BlackSheepWall: Contextually Expanded Intelligence Collection
10-17, 15:00–15:50 (America/New_York), Track 1 (206b)
Language: English

Online information space is highly dynamic, dependent on the access origin, and imposes access restrictions and content modifications. Current intelligence tools are limited to representing acquired information from a single vantage point. This talk will present a novel developed and publicly released framework for information collection and enrichment with a multi-vantage point approach. This enables the identification of targeted phishing attacks, conducting threat actor profiling, assessing content modification and misinformation, and detecting access restrictions and content availability for all individuals working with information space awareness, including CSIRT teams and intelligence units.


The tip of the iceberg:
Current cyber threat intelligence and information space awareness tools are limited in providing information to the end user from just a single perspective of how it is being collected. Either the collection is performed from a single point of vantage or content is selected from one if such collection is done from more than one position on the internet. Current information space - the content served over the clear-net, deep-net, and dark-net services - is multi-faceted, highly dynamic, and may serve different content or impose restrictions based on the access origin. Legitimate services employ this to perform geographical load balancing, serve regionally tailored content, or restrict access.

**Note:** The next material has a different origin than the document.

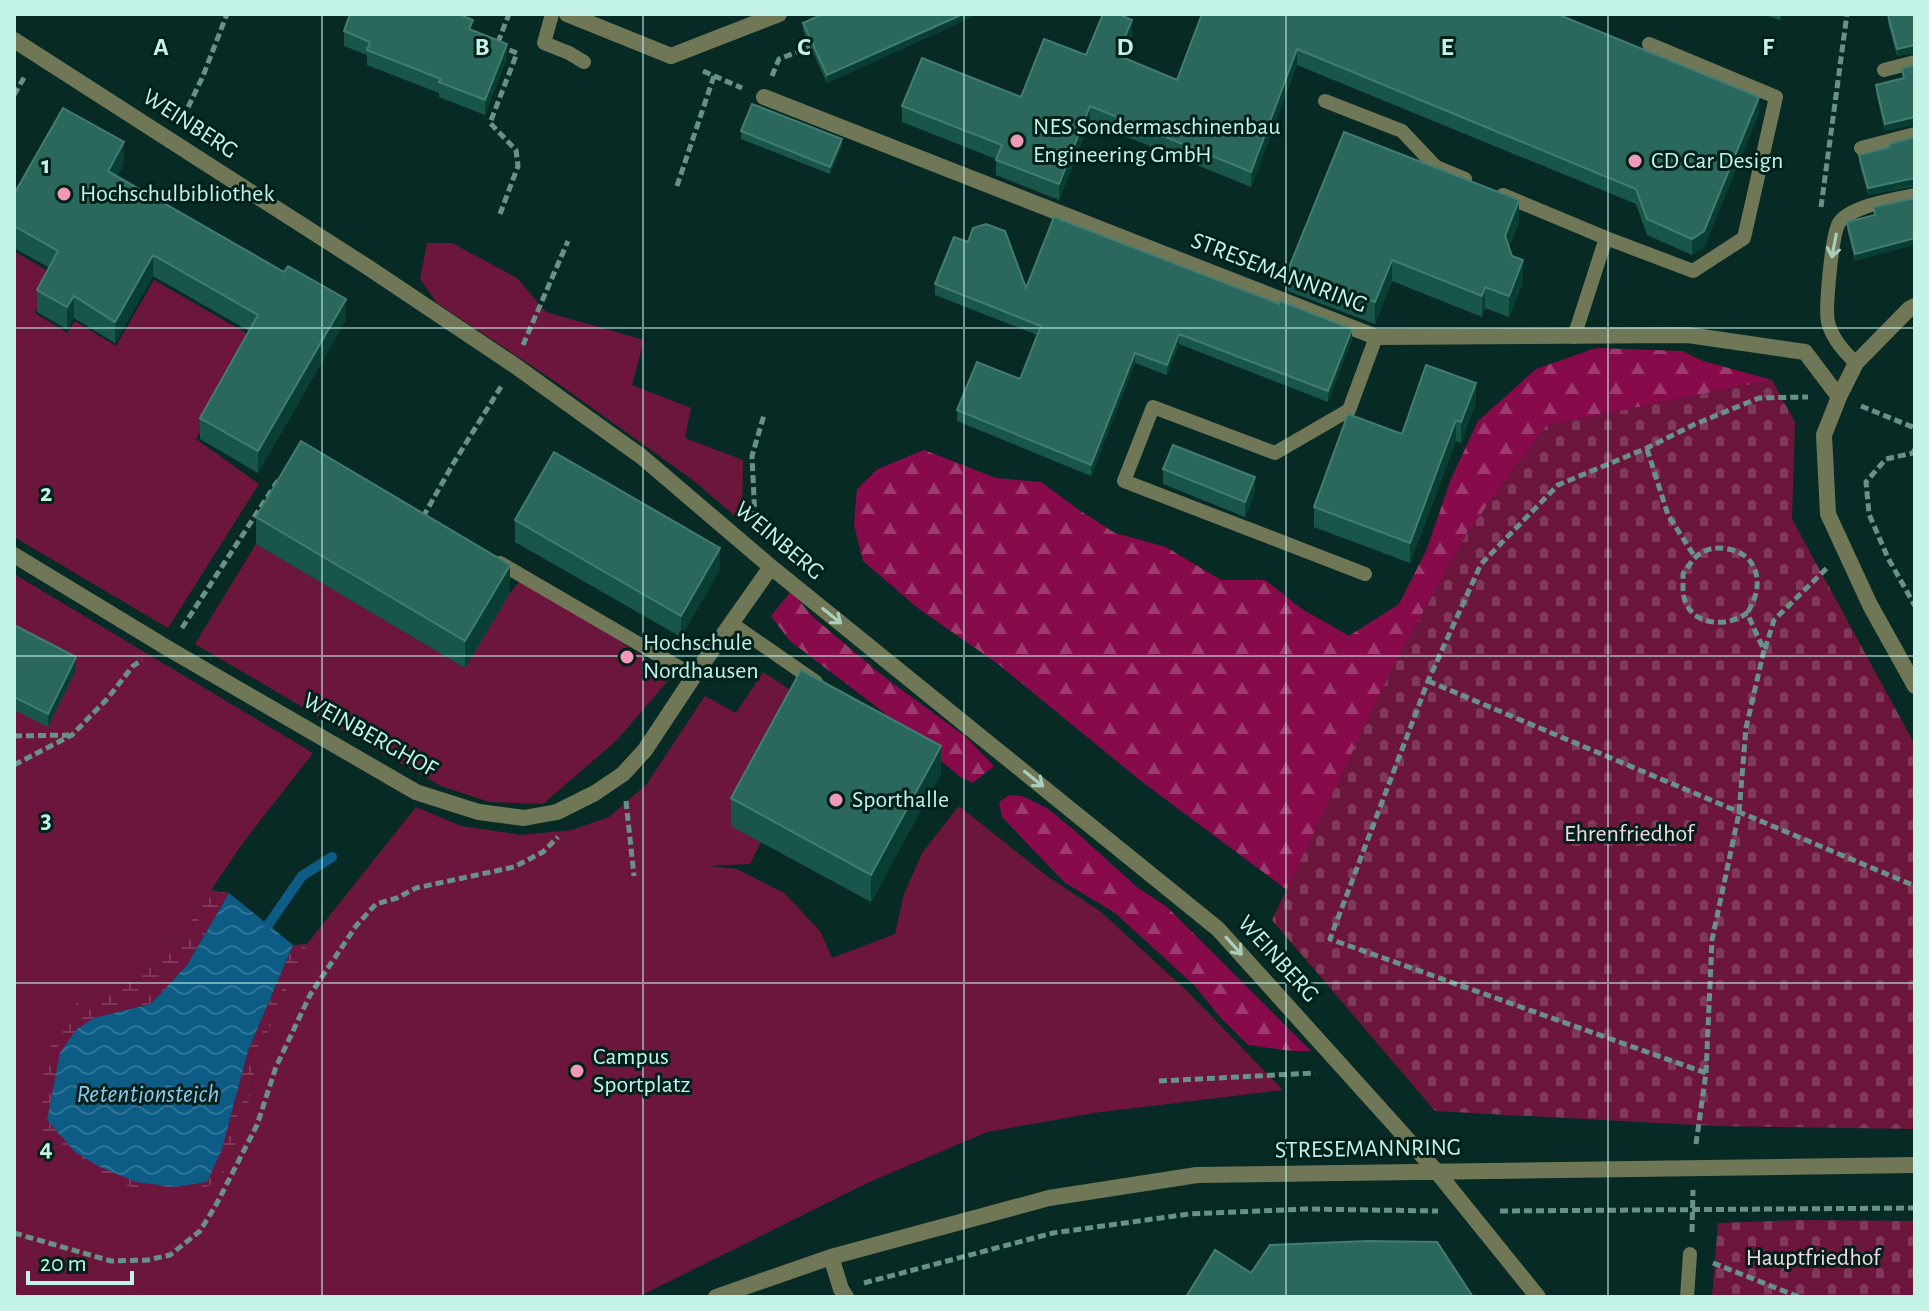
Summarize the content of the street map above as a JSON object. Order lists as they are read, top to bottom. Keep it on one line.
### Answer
{"streets":{"street":["WEINBERG","STRESEMANNRING","WEINBERGHOF"]},"crossings":[["WEINBERG","STRESEMANNRING"],["WEINBERG","WEINBERGHOF"]],"one_way":["WEINBERG"],"water":["Retentionsteich"],"parks":["Ehrenfriedhof","Hauptfriedhof"],"places":["NES Sondermaschinenbau Engineering GmbH","CD Car Design","Hochschulbibliothek","Hochschule Nordhausen","Sporthalle","Campus Sportplatz"],"scale_bar":"20 m","grid":{"columns":["A","B","C","D","E","F"],"rows":["1","2","3","4"]}}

Similarly, cybercriminals may modify served content to target a particular group of victims (e.g., phishing sites), threat actors conduct targeted attacks (e.g., drive-by exploitation), and nation states perform content modification and misinformation campaigns (e.g., targeted messaging delivery).
Approaching the current information space from a single or limited vantage point limits observing all the possible ways the information source serves its content. An approach is developed to reach out to an information source from a large set of globally distributed vantage points employing content access modification mechanisms, to collect and analyse as many ways the content is being represented. This enriches the existing visibility and broadens the perspective on comprehending under which conditions the information source returns modified content.

See the unseen:
Developed approach utilises deployment of specialised Docker containers across cloud infrastructure and VPS service provider networks in a globally distributed way. These containers perform the collection of data from the same resource by using various additional techniques, such as, use of proxy and VPN services, connection brokers, TOR exit nodes, and modification of HTTP request parameters. Once collected, all of the content instances are aggregated in a central repository, forming a single snapshot for that particular URL. By extracting embeddings of the resource content (e.g., HTML document) and its graphical representation (e.g., website screenshot), clustering is performed to identify for which collector parameters and connection origins the information source provides different content. The differences are represented in clustering formats, visual diffs, and source document modifications.
This approach is used to enrich information acquired through existing intelligence sources and may reveal cyber crime operations, such as, regionally targeted phishing websites (i.e., malicious content only served for users in particular region or with specific connection parameters), content availability and restrictions (i.e., geo-fencing and blocking access to resources), and content modification (i.e., targeted content delivery for profiled audiences and regions).

Enter the matrix:
In this talk, the focus will be set on practical details and use-case analysis covering at least:
1. Design and implementation approach for the framework;
2. Overview of the dynamic nature of the most popular benign websites;
3. Analysis of cybercrime campaigns;
4. Analysis of threat actor operations.


Are you releasing a tool? – yes